**Task to complete:** Return each line of the listing that contains the string "river".

**Supplied information:**
# # # #

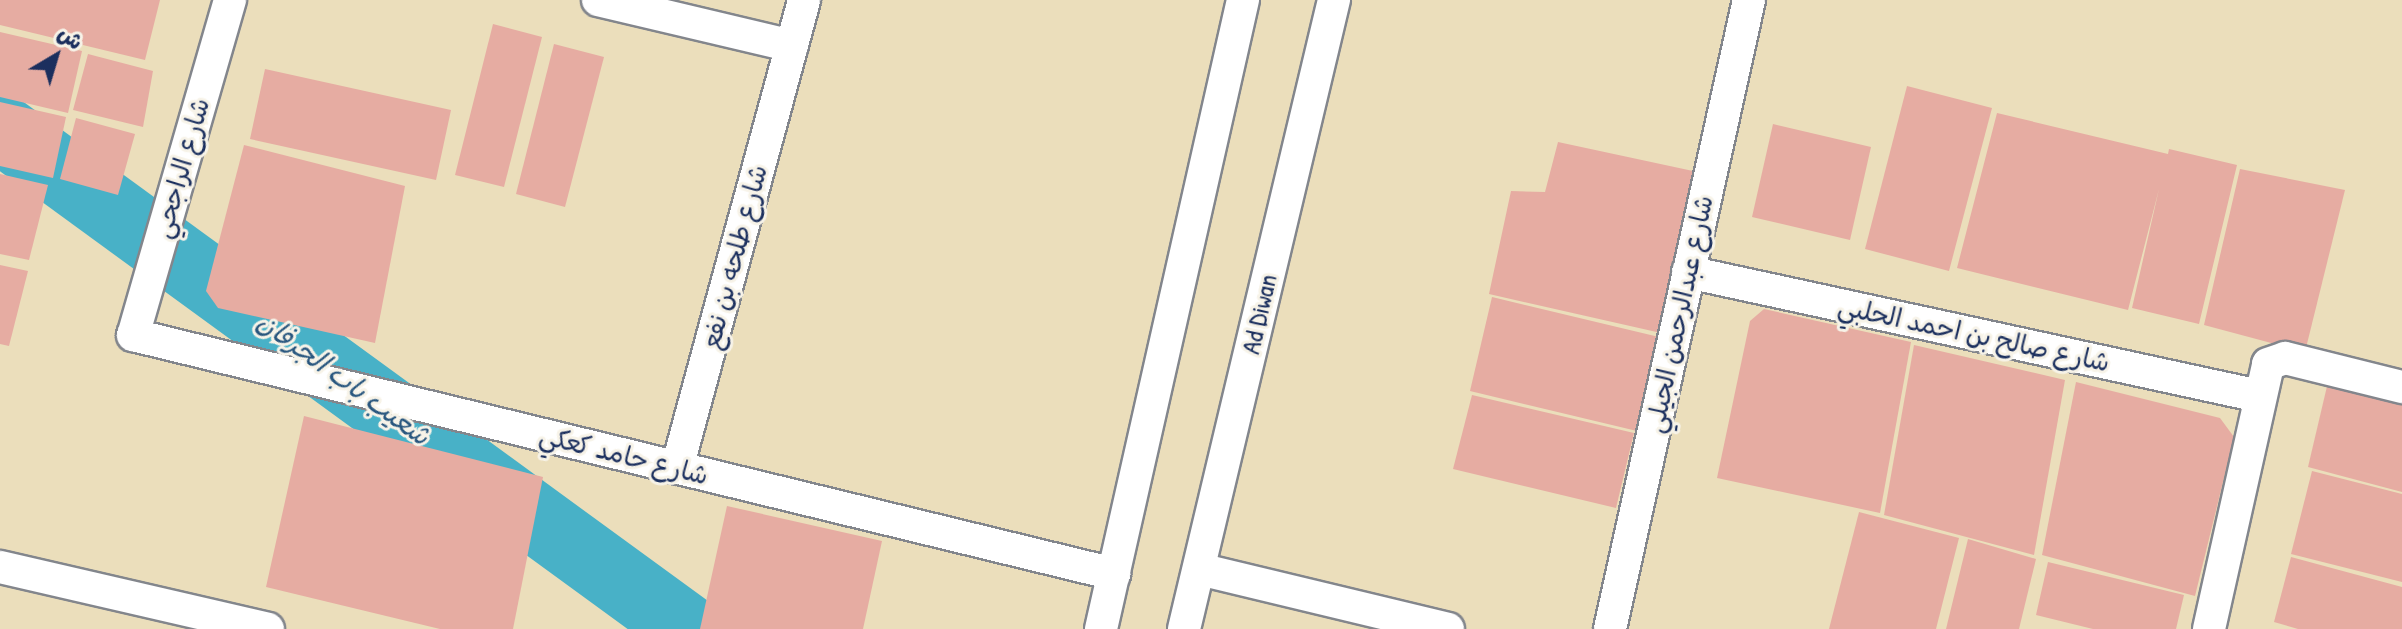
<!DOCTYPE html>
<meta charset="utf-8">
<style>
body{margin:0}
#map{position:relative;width:2402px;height:629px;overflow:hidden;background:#ebdebb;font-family:"Patrick Hand","Playpen Sans Arabic",sans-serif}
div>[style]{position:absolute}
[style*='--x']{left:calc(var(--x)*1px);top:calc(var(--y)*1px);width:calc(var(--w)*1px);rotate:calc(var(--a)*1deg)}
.river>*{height:70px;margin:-35px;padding:0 35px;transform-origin:35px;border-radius:35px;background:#48b1c7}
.building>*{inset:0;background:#e6aca2}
.roads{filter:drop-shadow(2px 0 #83868c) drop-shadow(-2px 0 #83868c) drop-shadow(0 2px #83868c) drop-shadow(0 -2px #83868c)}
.minor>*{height:32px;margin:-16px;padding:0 16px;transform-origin:16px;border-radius:16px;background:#fff}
span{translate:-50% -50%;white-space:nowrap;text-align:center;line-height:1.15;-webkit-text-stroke:6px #f7f3e8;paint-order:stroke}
.street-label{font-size:26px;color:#1b2f5e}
.water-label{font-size:28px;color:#28567e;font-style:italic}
.north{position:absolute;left:16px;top:16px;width:80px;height:80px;-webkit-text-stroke:6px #f7f3e8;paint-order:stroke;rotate:38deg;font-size:22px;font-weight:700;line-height:32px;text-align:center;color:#1b2f5e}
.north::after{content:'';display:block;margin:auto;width:28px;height:36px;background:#1b2f5e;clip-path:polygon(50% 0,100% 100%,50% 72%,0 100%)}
</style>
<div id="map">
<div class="river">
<i style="--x:0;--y:128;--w:850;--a:36.1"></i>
</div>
<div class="building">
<i style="clip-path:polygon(0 0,160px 0,145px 60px,0 25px)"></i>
<i style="clip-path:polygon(493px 24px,542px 37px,504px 187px,455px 175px)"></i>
<i style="clip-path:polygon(0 32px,82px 51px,68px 113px,0 97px)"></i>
<i style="clip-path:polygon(554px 44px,604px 57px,565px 207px,516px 194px)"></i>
<i style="clip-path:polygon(88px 54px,153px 71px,143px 127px,73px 110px)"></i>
<i style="clip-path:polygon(265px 69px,451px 110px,436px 180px,250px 139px)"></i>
<i style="clip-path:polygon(1907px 86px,1992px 108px,1949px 271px,1865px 249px)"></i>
<i style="clip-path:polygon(0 102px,66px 117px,53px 178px,0 166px)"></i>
<i style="clip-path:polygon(1997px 113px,2168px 154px,2169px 149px,2237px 165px,2199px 324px,2132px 308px,2159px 189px,2128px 310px,1957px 268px)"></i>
<i style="clip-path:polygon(76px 118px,135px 134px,118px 195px,60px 179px)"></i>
<i style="clip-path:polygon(1773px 124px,1871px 147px,1850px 240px,1752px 217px)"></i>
<i style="clip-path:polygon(1558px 142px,1693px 171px,1661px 333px,1489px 294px,1511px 191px,1545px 192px)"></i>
<i style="clip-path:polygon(244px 145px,405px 186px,375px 343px,218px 308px,206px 291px)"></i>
<i style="clip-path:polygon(2240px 169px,2345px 190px,2305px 352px,2204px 325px)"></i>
<i style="clip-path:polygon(0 174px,48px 185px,29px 260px,0 254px)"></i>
<i style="clip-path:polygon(0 265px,28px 271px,9px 346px,0 344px)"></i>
<i style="clip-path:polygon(1492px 297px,1659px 337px,1637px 431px,1470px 391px)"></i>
<i style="clip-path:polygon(1764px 309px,1911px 342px,1880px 513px,1717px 478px,1750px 321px)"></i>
<i style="clip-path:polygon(1914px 345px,2065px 380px,2034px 555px,1884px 515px)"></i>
<i style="clip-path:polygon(2076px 382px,2220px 418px,2234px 437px,2195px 596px,2042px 555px)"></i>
<i style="clip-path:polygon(2328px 382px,2402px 401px,2402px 492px,2308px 467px)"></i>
<i style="clip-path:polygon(1472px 395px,1634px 433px,1616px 508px,1453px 469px)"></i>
<i style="clip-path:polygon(304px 416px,543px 477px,513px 629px,440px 629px,266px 587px)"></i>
<i style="clip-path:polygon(2312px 471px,2402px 494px,2402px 582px,2291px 554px)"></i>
<i style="clip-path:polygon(727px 506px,882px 541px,863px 629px,700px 629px)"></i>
<i style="clip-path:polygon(1859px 512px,1959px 538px,1936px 629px,1829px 629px)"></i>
<i style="clip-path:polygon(1968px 539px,2036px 559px,2019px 629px,1946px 629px)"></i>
<i style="clip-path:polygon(2291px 557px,2402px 587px,2402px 629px,2298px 629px,2274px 622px)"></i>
<i style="clip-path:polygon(2048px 562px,2184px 595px,2176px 629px,2093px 629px,2036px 615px)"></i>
</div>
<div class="roads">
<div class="minor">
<i style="--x:230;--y:0;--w:349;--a:106.1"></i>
<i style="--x:133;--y:335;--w:1010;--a:13.69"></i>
<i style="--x:598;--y:0;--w:199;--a:13.3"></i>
<i style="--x:1688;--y:272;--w:584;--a:12.25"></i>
<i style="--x:677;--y:468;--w:485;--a:-74.8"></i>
<i style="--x:0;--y:567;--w:275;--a:13"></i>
<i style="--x:1199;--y:569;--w:256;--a:13.5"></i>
<i style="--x:1101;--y:629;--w:645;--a:-77.28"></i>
<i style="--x:1184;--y:629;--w:647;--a:-76.59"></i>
<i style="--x:1610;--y:629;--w:644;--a:-77.54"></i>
<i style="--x:2209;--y:629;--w:271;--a:-77.4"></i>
<i style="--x:2268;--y:364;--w:18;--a:-19"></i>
<i style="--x:2285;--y:358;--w:121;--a:13.9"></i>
</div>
</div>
<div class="street-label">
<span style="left:181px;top:168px;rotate:-74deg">شارع الراجحي</span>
<span style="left:734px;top:257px;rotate:-75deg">شارع طلحه بن نفع</span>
<span style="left:1259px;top:314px;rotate:-77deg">Ad Diwan</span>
<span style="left:1679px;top:314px;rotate:-78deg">شارع عبدالرحمن الجيلي</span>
<span style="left:1974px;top:334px;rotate:12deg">شارع صالح بن احمد الحلبي</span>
<span style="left:624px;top:455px;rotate:14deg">شارع حامد كعكي</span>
</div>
<div class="water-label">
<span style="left:344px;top:378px;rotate:36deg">شعيب باب الجرفان</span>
</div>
<div class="north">ش</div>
</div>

# # # #

**Written solution:**
.river>*{height:70px;margin:-35px;padding:0 35px;transform-origin:35px;border-radius:35px;background:#48b1c7}
<div class="river">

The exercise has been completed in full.